Джон: nom de guerre[14], вне всякого сомнения.

– Какие у тебя планы?

Он, кажется, не понял, о чем я.

– Что ты намерен делать? Хочешь остаться здесь?

– Мне надо домой.

– А где твой дом?

Он смотрел на меня упрямо, не в силах выдумать новую ложь. «Бедное дитя», – прошептала я.

Я не собиралась за ним подглядывать. Но на мне были шлепанцы, дверь в комнату Флоренс была открыта, и он сидел ко мне спиной. Сидел на кровати, поглощенный тем, что держал в руке. Услышав шаги, он вздрогнул и сунул этот предмет в постель.

– Что это у тебя там? – спросила я.

– Ничего, – ответил он, как всегда поневоле встречаясь со мной взглядом.

Вероятно, я бы оставила его в покое, но тут я заметила, что кусок плинтуса отломан и лежит на полу, а за ним открылась кирпичная кладка.

– Что ты задумал? – сказала я. – Зачем ты разбираешь стену?

Он молчал.

– Покажи, что ты там прячешь. Он покачал головой. Я присмотрелась внимательней. В кладке был оставлен паз для вентилятора, через него можно было просунуть руку под половицы.

– Ты что-то держишь под полом?

– Я ничего не делаю.

Я набрала номер, который оставила Флоренс. Подошел ребенок.

– Мне нужна миссис Мкубукели, – сказала я. Молчание на том конце.– Миссис Мкубукели. Флоренс.

На том конце приглушенный разговор, потом в трубке женский голос:

– Кого вам позвать?

– Миссис Мкубукели. Флоренс.

– Ее здесь нет.

– Это миссис Каррен, – сказала я. – Миссис Мкубукели прежде у меня работала. Я звоню по поводу приятеля ее сына, он назвался Джоном, не знаю, как его настоящее имя. Это очень важно. Если нету Флоренс, могу я поговорить с мистером Табани?

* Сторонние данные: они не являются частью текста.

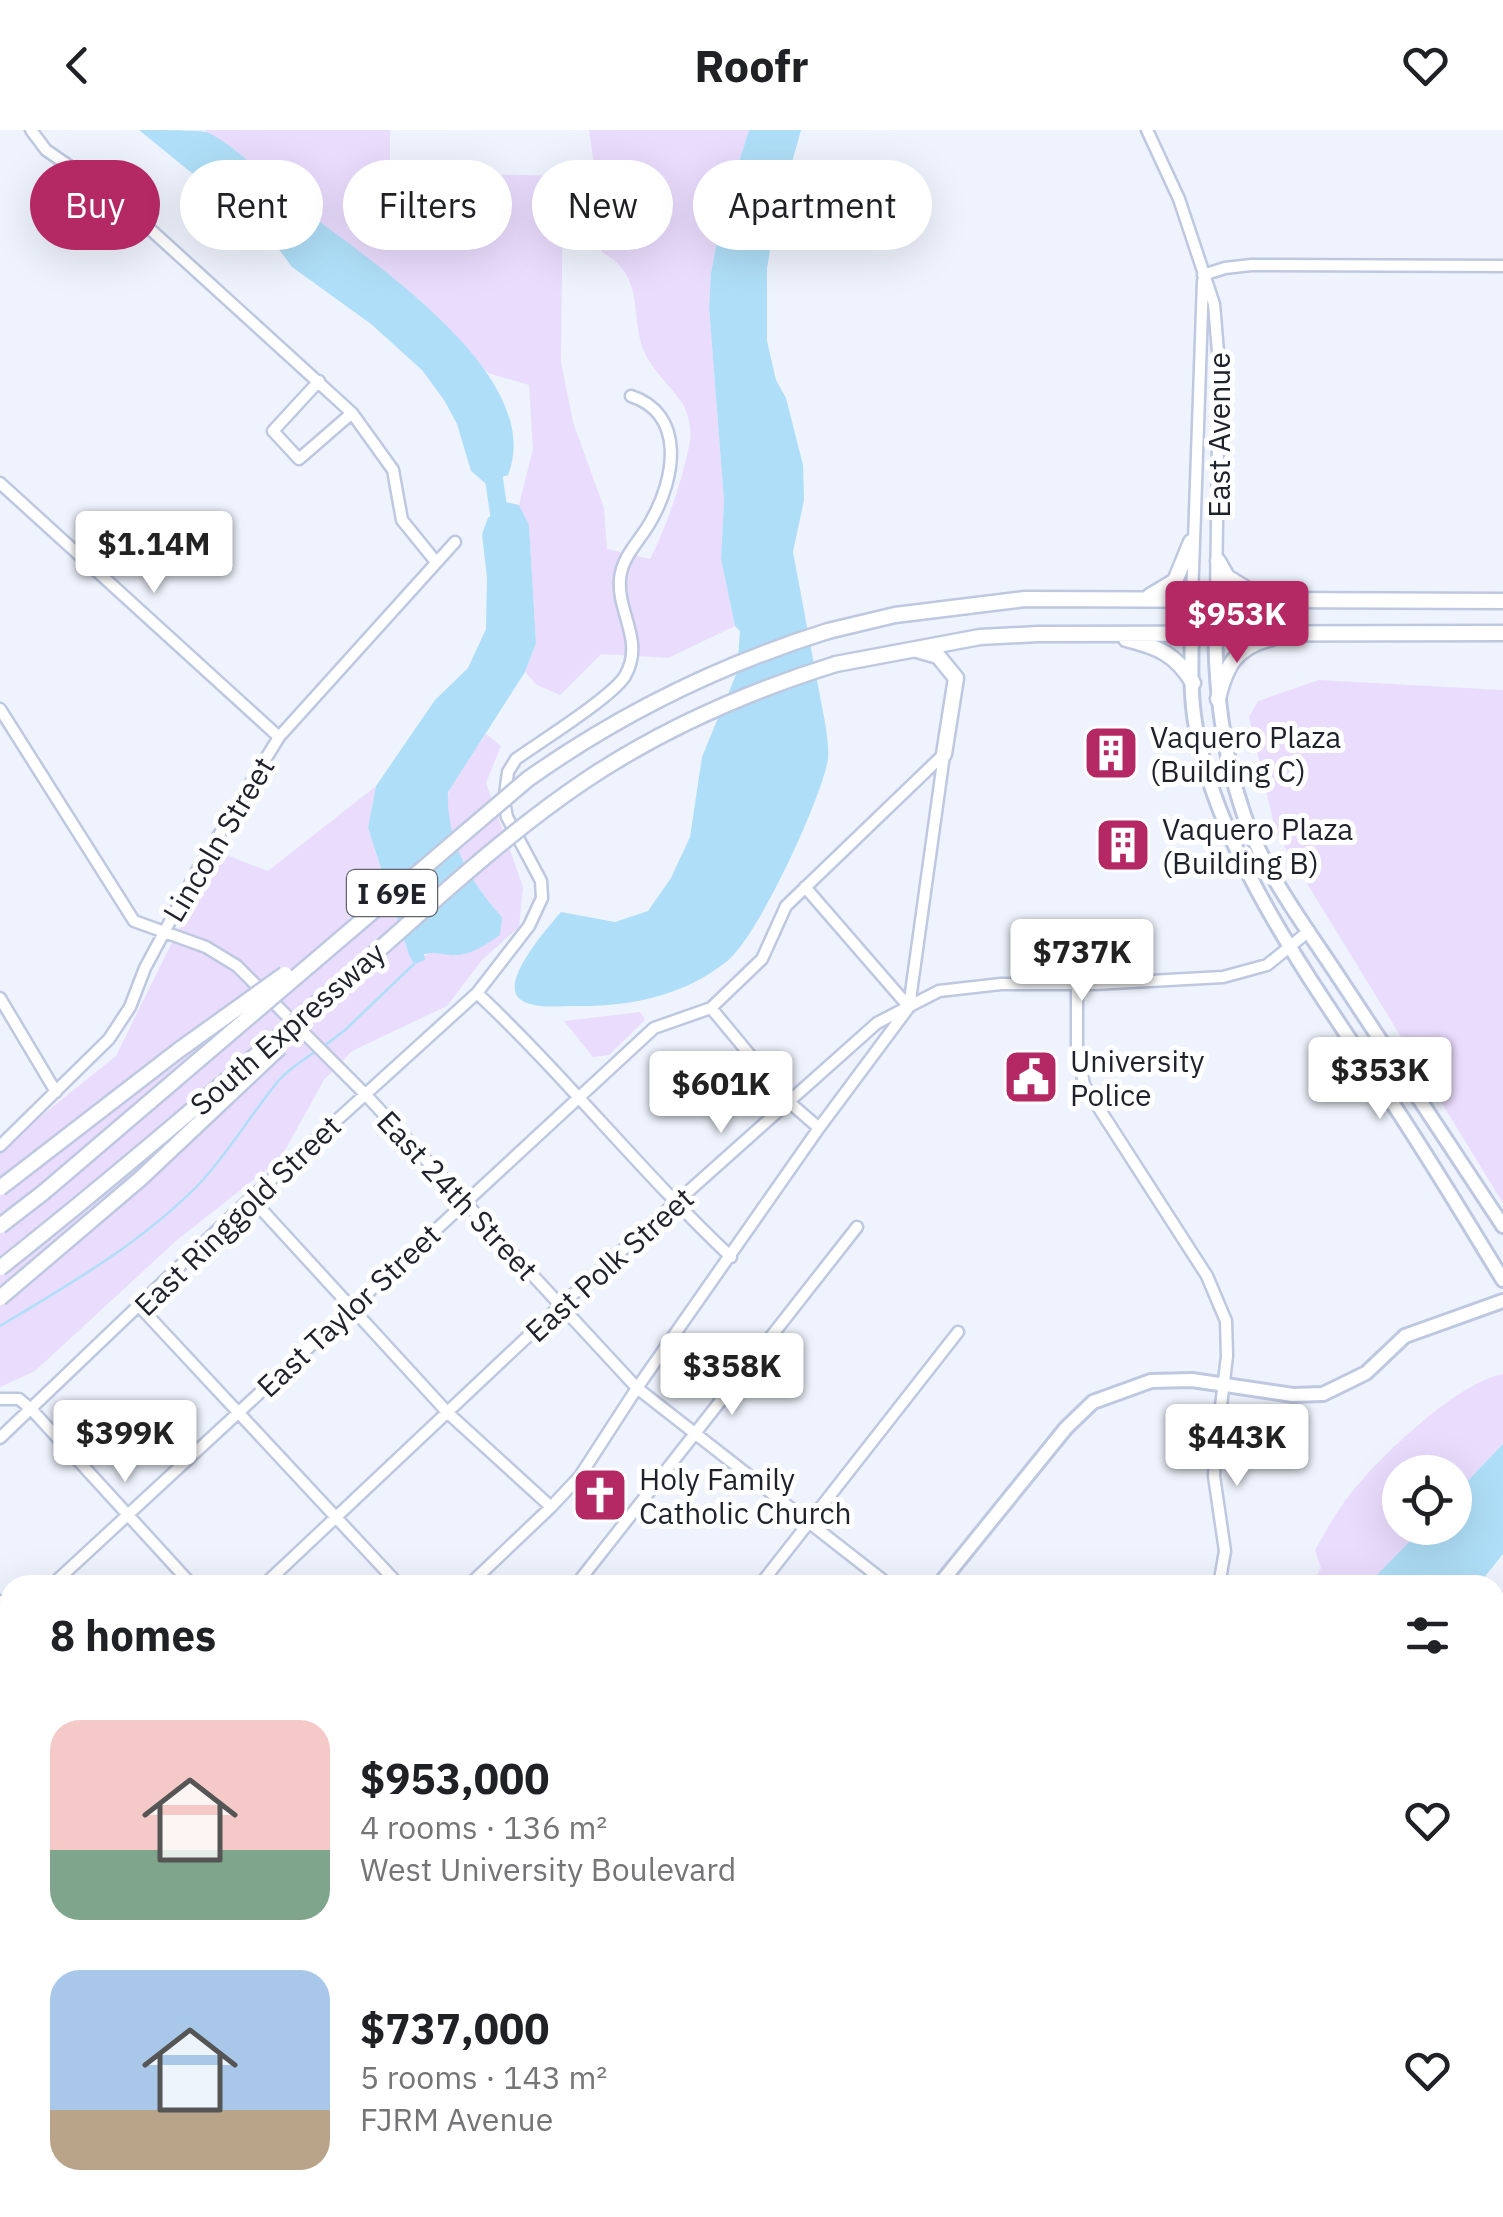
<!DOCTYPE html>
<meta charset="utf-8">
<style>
:root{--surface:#fff;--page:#f2f2f2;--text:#202124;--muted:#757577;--accent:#b42964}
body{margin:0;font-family:"IBM Plex Sans",sans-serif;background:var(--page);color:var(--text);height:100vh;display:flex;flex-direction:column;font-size:38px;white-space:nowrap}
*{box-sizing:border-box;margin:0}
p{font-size:32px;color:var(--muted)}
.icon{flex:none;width:55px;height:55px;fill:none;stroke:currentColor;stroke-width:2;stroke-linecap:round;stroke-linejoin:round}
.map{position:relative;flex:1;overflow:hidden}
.panel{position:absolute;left:0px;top:1445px;width:1505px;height:642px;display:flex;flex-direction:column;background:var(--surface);border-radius:30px 30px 0 0;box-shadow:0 10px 40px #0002}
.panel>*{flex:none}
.guide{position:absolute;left:30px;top:30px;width:1000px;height:90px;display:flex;gap:20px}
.fabs{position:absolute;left:1382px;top:1325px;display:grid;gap:20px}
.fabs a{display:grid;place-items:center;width:90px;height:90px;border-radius:50%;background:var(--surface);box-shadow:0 10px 40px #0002;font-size:50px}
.price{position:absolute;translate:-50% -85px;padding:0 22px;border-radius:10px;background:#fff;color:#222;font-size:32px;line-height:65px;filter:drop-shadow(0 2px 5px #0008)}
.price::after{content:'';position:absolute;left:50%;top:60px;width:30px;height:22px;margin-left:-15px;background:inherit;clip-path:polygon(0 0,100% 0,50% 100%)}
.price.active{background:var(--accent);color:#fff}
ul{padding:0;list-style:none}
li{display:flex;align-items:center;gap:30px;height:250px;padding:0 50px}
li span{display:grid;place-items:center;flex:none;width:280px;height:200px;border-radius:30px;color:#555}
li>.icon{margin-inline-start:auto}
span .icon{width:120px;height:120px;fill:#fffc;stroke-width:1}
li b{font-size:42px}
h2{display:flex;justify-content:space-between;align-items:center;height:120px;padding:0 50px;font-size:42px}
.pill{padding:0 35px;border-radius:45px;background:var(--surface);box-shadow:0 10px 40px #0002;font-size:35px;line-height:90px}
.pill.active{background:var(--accent);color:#fff}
header{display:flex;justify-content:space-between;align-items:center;height:130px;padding:0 50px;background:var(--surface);font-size:45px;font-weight:700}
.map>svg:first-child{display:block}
.green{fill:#eadcfd}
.water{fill:#afdff8}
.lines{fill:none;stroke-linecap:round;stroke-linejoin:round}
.stream{stroke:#afdff8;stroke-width:2.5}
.river{stroke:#afdff8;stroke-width:18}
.minor-casing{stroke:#bec8e0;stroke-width:15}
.major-casing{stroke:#bec8e0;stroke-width:18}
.highway-casing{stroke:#bec8e0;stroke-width:19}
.minor{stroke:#fff;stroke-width:10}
.major{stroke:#fff;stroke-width:12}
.highway{stroke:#fff;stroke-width:14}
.highway-bridge-casing{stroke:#bec8e0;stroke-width:19;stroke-linecap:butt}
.highway-bridge{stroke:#fff;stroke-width:14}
.labels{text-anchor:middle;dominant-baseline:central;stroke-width:10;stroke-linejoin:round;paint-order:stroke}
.shield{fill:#fff;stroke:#62646b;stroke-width:2.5}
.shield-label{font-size:28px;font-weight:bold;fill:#1f222b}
.street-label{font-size:30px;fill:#1f222b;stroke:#fff}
.poi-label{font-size:30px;fill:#1f222b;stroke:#fff;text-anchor:start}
</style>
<header><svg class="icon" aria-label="back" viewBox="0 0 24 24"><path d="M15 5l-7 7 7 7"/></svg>Roofr<svg class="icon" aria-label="heart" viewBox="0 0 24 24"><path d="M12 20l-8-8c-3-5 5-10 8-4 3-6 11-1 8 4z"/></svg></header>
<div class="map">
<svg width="1503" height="2087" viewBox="0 0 1503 2087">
<rect width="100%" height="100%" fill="#eff3fd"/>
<path class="green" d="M204,0H390V42L563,46L561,232L573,292L604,378L607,419L650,429C666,399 684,345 690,311C692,301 688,282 683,274C669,253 645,235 640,209C632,172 641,145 602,122L590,73L595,42L589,0H749L722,86L711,143L709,177L724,371L721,429L735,496L668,528L601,524L560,565L537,555L525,542L536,513L529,395L519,375L533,319L529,255L488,243L422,172L276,58L233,19Z
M1319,550L1503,560V1073L1276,703L1249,587L1258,571Z
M486,604L501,616L486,653L523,757L519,797L482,830L447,876L352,921L324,950L280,1029L177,1110L35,1241L0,1257V1019L116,926L185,786L221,723L268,741L376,656L368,698L409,825L414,834C428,820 437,822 456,826L502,787C476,758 440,708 448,665C452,645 475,621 486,604Z
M640,882L645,890L609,925L593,927L564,891Z
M1503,1244V1314L1455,1364V1342H1400V1398H1423L1367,1455H1311L1321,1438L1315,1420C1324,1405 1332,1389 1343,1374C1370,1335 1456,1252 1503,1244Z
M1339,2078H1467L1481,2087H1332Z"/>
<path class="water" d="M139,0C158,0 191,0 207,2C241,19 267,51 296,74C364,127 548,244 508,345L485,353L471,341L457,294L444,270L422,240L371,194L292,137L269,106Z
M749,0H801L774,97L767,138V211L776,250L786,268L803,335L804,370L793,422L826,598C827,608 829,619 828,629C822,668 757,809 726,832C683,866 629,877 575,876C560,876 527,880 517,866C504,847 548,797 561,782L615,792L648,781L671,748L690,707L702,627L737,542L740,501L735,496L721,429L724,371L709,177L711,143L722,86Z
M506,372L519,375L529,395L536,513L525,542L448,662C446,711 470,751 502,787L500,805C485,815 469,827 451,825C441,824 435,822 424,824L425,830L414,834L409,825L368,698L376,656L435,570L468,538L486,499L487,448L482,404L488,388Z
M1503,1314V1424L1478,1455H1367L1423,1398H1455V1364Z
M1155,2078H1339L1332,2087H1157Z"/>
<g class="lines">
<path class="stream" d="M323,917L345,900L414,834
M0,1196C70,1154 143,1112 200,1053C230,1021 252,982 280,949C290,938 304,930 316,921"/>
<path class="river" d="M491,329L501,397"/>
<g class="minor-casing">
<path id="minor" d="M31,0L46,20L117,69L352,283L393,340L402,390L436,432
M1147,0L1179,69L1214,174L1219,234L1216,468
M1203,145L1225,138L1251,135L1503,136
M319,251L273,301L299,329L352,283
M0,353L279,607
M1192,469L1203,151
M0,579L134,791L206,817L237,836L365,964L637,1258L889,1455
M805,757L909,877
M1077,854V916L1084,955L1207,1146L1226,1191L1227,1226L1215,1326L1214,1346L1225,1421L1219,1455
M477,863C566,947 642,1043 731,1127
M0,868L56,962
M711,878L789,972L819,998
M0,1016L109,909L130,877L145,838L197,741L279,607L455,412
M251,1068L448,1283L551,1377
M140,1177L399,1455
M0,1269H19L32,1280L192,1455
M0,1308L251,1068L477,863L529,796L542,768L541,751L507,687L504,672L508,642L516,629C540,612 612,567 625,546C645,511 617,483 620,449C622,425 642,409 652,389C675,348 686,284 631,266
M52,1455L654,898L711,878L762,829L786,776L944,624
M264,1455L560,1176L877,893L939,861L1001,854H1095L1223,847L1267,835L1309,801
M469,1455L551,1377L580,1346L637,1258L819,998L909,877L944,625
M576,1455L857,1097
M760,1455L958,1202
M0,1471L10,1482
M0,1503L10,1494
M0,1699L10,1690
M0,1704L10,1714
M0,1897L10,1888
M352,2078L361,2087
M1024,2078L1031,2087
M8,2087L18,2078
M218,2087L228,2078
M553,2087L560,2078"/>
</g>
<g class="major-casing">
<path id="major" d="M1216,468C1213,541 1220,615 1244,685C1265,744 1306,797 1340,849C1394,931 1449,1014 1503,1096
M1192,469C1193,511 1188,556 1196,598C1219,725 1311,850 1381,956C1424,1019 1463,1085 1503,1150
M939,1455L1066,1298L1093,1272L1151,1251L1192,1250L1293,1265L1323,1264L1366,1243L1405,1206L1503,1171
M0,1945L10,1956
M115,2078L120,2087
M428,2087L438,2078"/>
</g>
<g class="highway-casing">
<path id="highway" d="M1218,431L1227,447L1258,466
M1150,466L1175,451L1191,412
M828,501L895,485L1025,469L1503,471
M1126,509C1158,517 1176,524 1193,553
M917,520L938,526L956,548L944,624
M836,534L980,507L1038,504L1503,503
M1218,569C1226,535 1236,517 1272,508"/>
</g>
<use href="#minor" class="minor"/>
<use href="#major" class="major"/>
<use href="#highway" class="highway"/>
<g class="highway-bridge-casing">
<path id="highway-bridge" d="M0,1058L179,920L285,844
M0,1096L44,1062L528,649C621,583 719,535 828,501
M0,1138C119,1044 234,944 349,846C425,780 499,709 583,652C660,600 746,562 836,534
M0,1168L140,1049L280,917"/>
</g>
<use href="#highway-bridge" class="highway-bridge"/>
</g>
<defs>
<g id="building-square" transform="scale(2.875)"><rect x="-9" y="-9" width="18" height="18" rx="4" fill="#b42964" stroke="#fff"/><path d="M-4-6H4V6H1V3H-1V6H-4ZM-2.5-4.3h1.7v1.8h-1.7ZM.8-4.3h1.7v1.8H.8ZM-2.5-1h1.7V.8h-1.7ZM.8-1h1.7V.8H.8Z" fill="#fff"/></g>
<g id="civic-square" transform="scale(2.875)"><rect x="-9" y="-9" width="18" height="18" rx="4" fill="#b42964" stroke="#fff"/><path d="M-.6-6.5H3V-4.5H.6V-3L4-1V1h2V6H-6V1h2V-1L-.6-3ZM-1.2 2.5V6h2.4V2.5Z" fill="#fff"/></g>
<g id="church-square" transform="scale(2.875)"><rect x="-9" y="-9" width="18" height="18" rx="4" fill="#b42964" stroke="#fff"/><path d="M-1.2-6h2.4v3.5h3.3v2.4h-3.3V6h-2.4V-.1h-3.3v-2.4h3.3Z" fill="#fff"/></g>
</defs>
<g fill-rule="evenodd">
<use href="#building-square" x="1111" y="623"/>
<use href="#building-square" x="1123" y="715"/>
<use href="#civic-square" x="1031" y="947"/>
<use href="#church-square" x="600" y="1365"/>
</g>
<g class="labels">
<rect class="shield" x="347" y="740" width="90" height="46" rx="8"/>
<g class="shield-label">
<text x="392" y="763">I 69E</text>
</g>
<g class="street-label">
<text transform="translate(1218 305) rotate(-90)">East Avenue</text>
<text transform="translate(218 709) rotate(-59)">Lincoln Street</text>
<text transform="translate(287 898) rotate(-41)">South Expressway</text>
<text transform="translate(458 1065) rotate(47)">East 24th Street</text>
<text transform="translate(237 1085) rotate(-44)">East Ringgold Street</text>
<text transform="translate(609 1134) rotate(-42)">East Polk Street</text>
<text transform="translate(348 1180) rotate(-43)">East Taylor Street</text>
</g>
<g class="poi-label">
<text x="1150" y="606">Vaquero Plaza<tspan x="1150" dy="34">(Building C)</tspan></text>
<text x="1162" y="698">Vaquero Plaza<tspan x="1162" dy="34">(Building B)</tspan></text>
<text x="1070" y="930">University<tspan x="1070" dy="34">Police</tspan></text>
<text x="639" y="1348">Holy Family<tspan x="639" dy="34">Catholic Church</tspan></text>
</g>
</g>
</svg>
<div class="fabs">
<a><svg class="icon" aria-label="locate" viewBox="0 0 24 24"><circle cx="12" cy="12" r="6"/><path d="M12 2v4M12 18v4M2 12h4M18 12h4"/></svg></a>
</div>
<b class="price" style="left:154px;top:466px">$1.14M</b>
<b class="price active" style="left:1237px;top:536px">$953K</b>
<b class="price" style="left:1082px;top:874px">$737K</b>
<b class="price" style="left:1380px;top:992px">$353K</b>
<b class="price" style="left:721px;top:1006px">$601K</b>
<b class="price" style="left:732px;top:1288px">$358K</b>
<b class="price" style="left:125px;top:1355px">$399K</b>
<b class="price" style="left:1237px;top:1359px">$443K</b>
<div class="guide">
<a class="pill active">Buy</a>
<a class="pill">Rent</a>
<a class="pill">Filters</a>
<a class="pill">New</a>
<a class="pill">Apartment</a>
</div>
<section class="panel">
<h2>8 homes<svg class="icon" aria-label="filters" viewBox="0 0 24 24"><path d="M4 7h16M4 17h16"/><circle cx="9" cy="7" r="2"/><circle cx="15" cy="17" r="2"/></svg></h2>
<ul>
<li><span style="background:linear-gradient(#f6c9c9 65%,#7fa58c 0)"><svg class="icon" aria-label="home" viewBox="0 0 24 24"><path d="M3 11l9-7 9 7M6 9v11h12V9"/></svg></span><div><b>$953,000</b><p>4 rooms · 136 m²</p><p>West University Boulevard</p></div><svg class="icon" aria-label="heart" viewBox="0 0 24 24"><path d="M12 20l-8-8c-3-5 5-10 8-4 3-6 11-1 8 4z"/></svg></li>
<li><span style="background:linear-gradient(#a9c7e8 70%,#b9a48a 0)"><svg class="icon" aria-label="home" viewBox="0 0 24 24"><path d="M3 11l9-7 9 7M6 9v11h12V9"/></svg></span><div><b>$737,000</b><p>5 rooms · 143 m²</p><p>FJRM Avenue</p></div><svg class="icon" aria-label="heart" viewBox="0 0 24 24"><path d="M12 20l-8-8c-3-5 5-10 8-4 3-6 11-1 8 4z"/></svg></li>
</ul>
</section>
</div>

Снова продолжительное молчание. Затем мужской голос:

– Табани слушает.

– Это миссис Каррен. Вы должны меня помнить. Я звоню по поводу приятеля Беки, они вместе учились. Не знаю, известно ли вам, но он попал в больницу.

– Да, я знаю.

– Теперь он вышел из больницы, или сбежал, и явился сюда. У меня есть основания предполагать, что он прячет здесь какое-то оружие, какое именно, я не знаю. Видимо, они с Беки спрятали его у Флоренс в комнате. Я думаю, потому он и вернулся.

– Да, – сказал он без всякого выражения.

– Мистер Табани, я не прошу вас брать на себя опеку над этим мальчиком, но сейчас он нездоров. Он получил тяжелую травму. И мне кажется, что его эмоциональное состояние очень неустойчиво. Я не знаю, как связаться с его семьей. Я даже не представляю, есть ли у него семья в Кейптауне. Он мне этого: не скажет. Я только прошу, чтобы с ним поговорил кто-то, кому он доверяет. Его надо забрать отсюда, пока с ним чего-нибудь не случилось.

– Что вы имеете в виду: его эмоциональное состояние неустойчиво?

– Я хочу сказать, что ему нужна помощь. Что он, возможно, не отвечает за свои поступки. Что у него ушиблена голова. Что я не могу заботиться о нем, у меня нет сил. Пусть кто-нибудь приедет.

– Я подумаю.

– Меня это не устраивает. Мне нужно точно знать.

– Я попрошу кого-нибудь забрать его, но не могу сказать, когда это будет.

– Сегодня?

– Я не обещаю. Может быть, сегодня, может быть, завтра. Посмотрим.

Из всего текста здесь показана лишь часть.